Steiner: Yes, even at the memory of it. He was incredibly polite. It happened to be a rainy, kind of snowy night and I looked very 4)bedraggled, so I didn’t look like a glamorous Seventeen magazine editor, and I couldn’t believe he was interested in me. And then he tracked me down at my job a month later and I was so flattered. And I had no idea.
Host: Tell me about that, that first beating.
Steiner: We were living in a small town in New England. My ex-husband had convinced me to leave my job at Seventeen and to leave New York City. In kind of a typical move he had consciously or unconsciously tried to isolate me from my friends and family.
And it was five days before our wedding, and I couldn’t get my computer to work. And I, I think I yelled or I slammed my fist on my desk or something like that, and he heard it. And before I knew it, he had burst into my little office and put his hands around my neck and picked me up and 5)shoved me against the wall repeatedly. And then he threw me down and left the house.
And you know, I should’ve left then, I suppose, but I think that the power of love just overwhelmed my intelligence, and logic and rationality. And I, I stayed with him and he beat me again on the honeymoon.

Host: He beat you twice on the honeymoon. Steiner: And I was driving our car and he punched me once when I got lost, and then we were driving back to our little town in New England and, there was an aggressive driver on the highway who was honking at me and my ex-husband woke up from a nap and got so mad at me that he threw the remains of our McDonald’s lunch at me as I drove.
Host: Earlier in your relationship, Conor would refer to you as “retard.” And it was a word that he used over and over again. You, you write about it lightly, but you repeat it enough to, I guess, signal to this reader that there was something to that.
Steiner: It was a term of 6)endearment, as sad as that sounds.

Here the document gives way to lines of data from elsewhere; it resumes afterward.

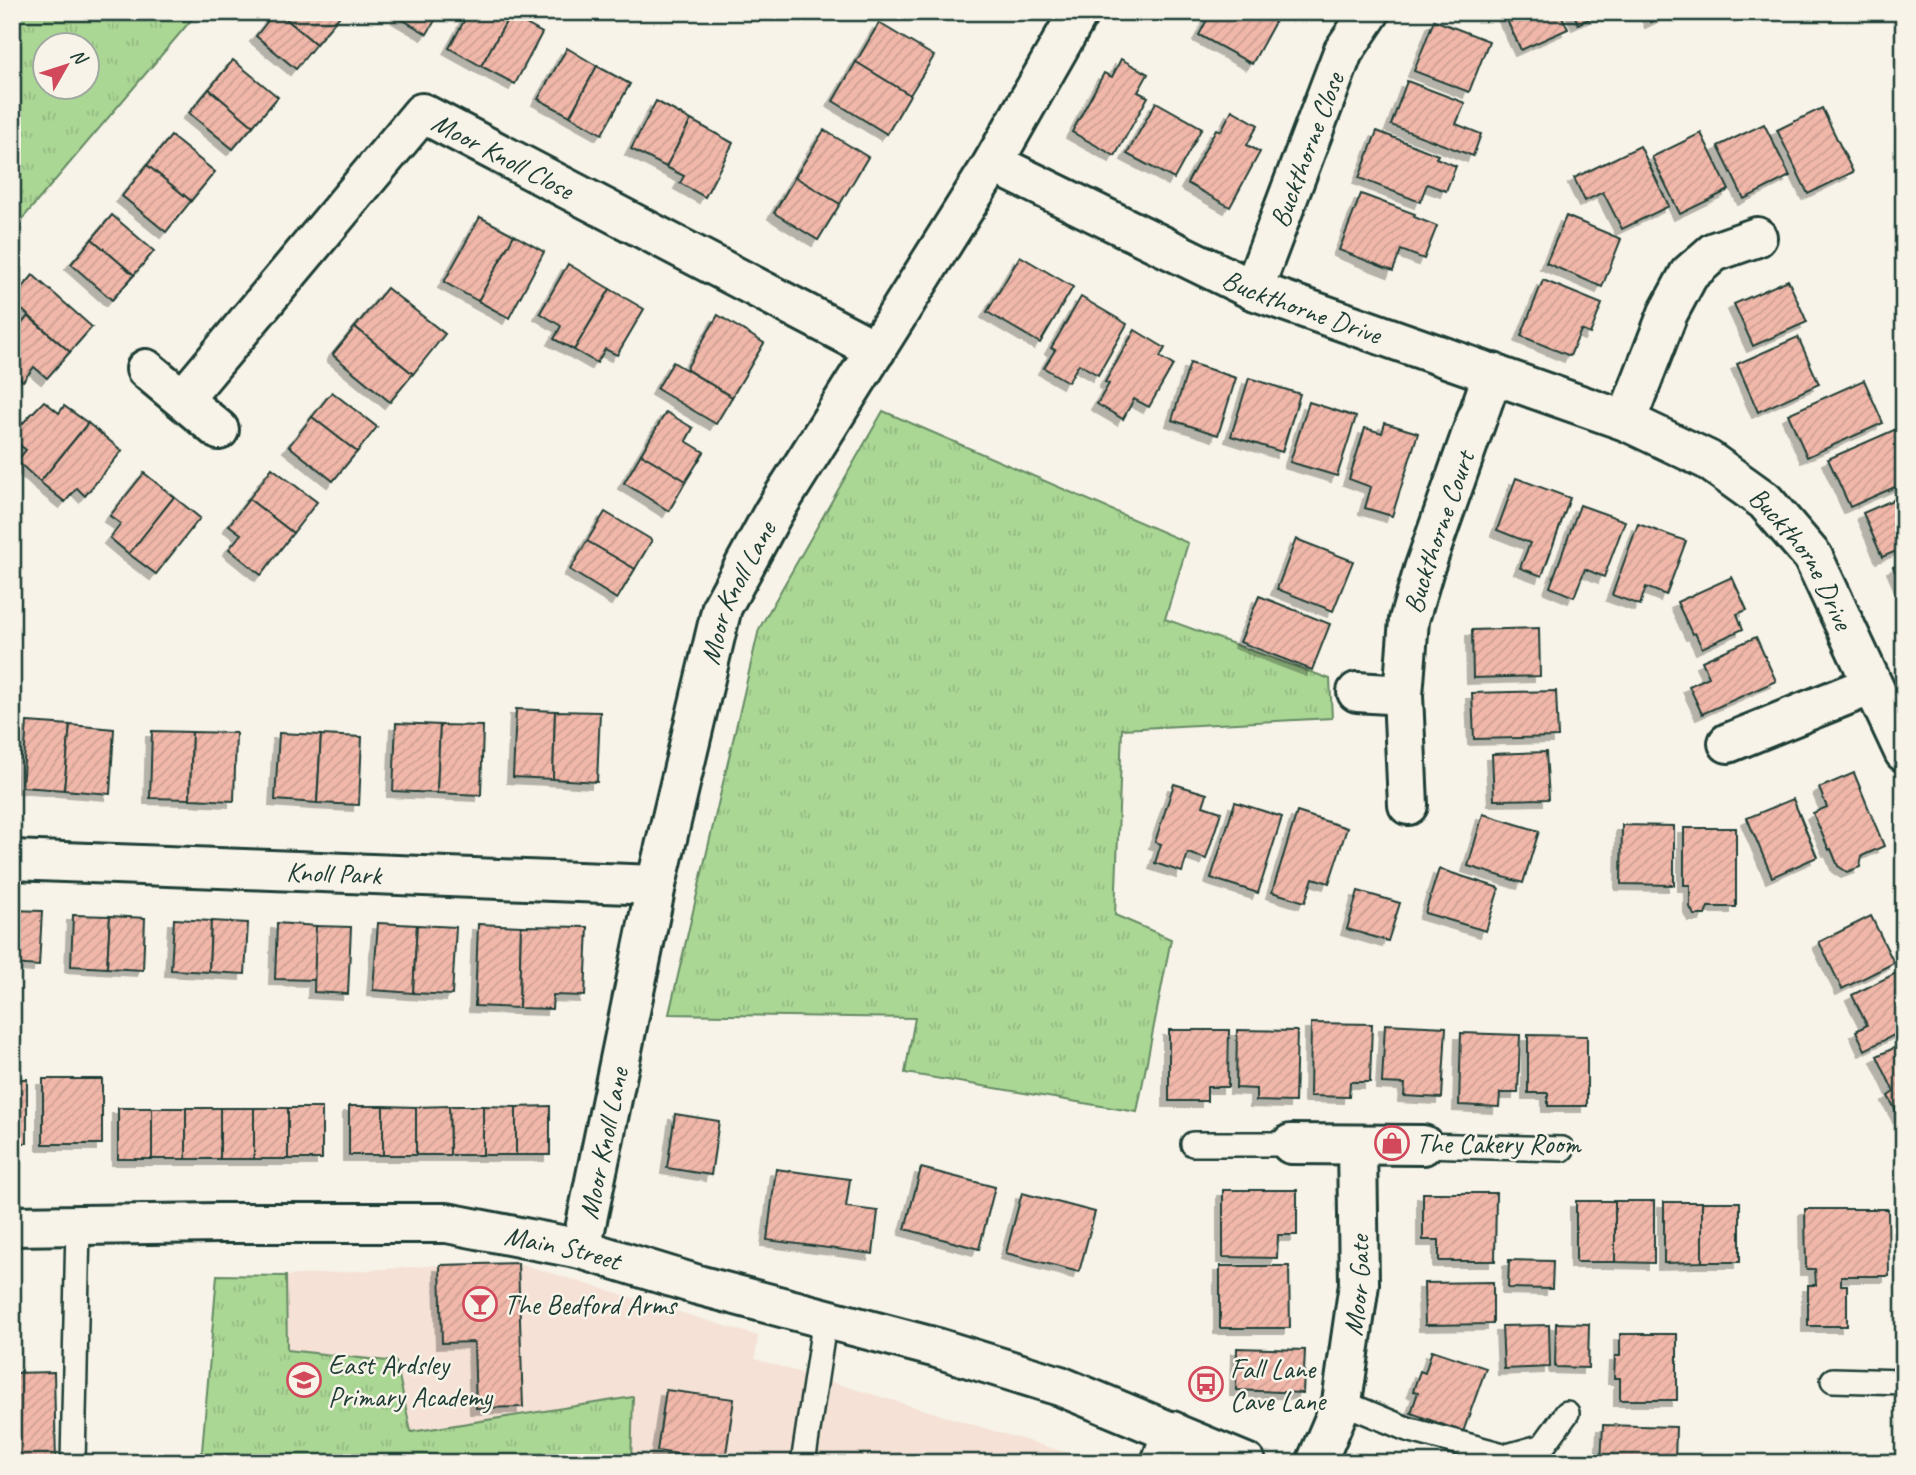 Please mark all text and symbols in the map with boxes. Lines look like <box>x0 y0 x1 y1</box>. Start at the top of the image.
north arrow <box>32 32 102 102</box>
text: N <box>65 44 93 71</box>
street label: Buckthorne Close <box>1261 66 1352 232</box>
street label: Moor Knoll Close <box>426 104 581 208</box>
street label: Buckthorne Drive <box>1217 261 1388 352</box>
street label: Buckthorne Court <box>1395 444 1483 617</box>
street label: Buckthorne Drive <box>1742 479 1862 637</box>
street label: Moor Knoll Lane <box>692 513 784 668</box>
street label: Knoll Park <box>286 854 383 892</box>
street label: Moor Knoll Lane <box>571 1063 636 1222</box>
shop icon: The Cakery Room <box>1373 1124 1411 1162</box>
place label: The Cakery Room <box>1416 1126 1582 1161</box>
street label: Main Street <box>502 1218 627 1279</box>
street label: Moor Gate <box>1335 1233 1377 1338</box>
bar icon: The Bedford Arms <box>461 1285 499 1323</box>
place label: The Bedford Arms <box>504 1287 678 1322</box>
place label: East Ardsley Primary Academy <box>328 1347 494 1414</box>
place label: Fall Lane Cave Lane <box>1230 1351 1327 1418</box>
school or university icon: East Ardsley Primary Academy <box>285 1361 323 1399</box>
bus stop icon: Fall Lane Cave Lane <box>1187 1365 1225 1403</box>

But I think it is one of those red flags that I really missed at the time. We both looked like we had very different childhoods because he came from a very poor family, where he ended up being raised by his grandparents because his stepfather was so abusive, but we both had a lot of sadness in our childhood that, that bound us together.
But he was always really jealous of my educational advantages. And he kind of 7)idolized my advantages and he openly loved the fact that I’d gone to Harvard. But he also humiliated me a lot and I think that calling me retard was part of that dynamic.
Host: Ever confront him about it?
Steiner: No, I never did. And, in, in fact, I still have the, the last note that he ever wrote me. The last time that I ever saw him, I found a note in my mailbox that said, uh, goodbye retard.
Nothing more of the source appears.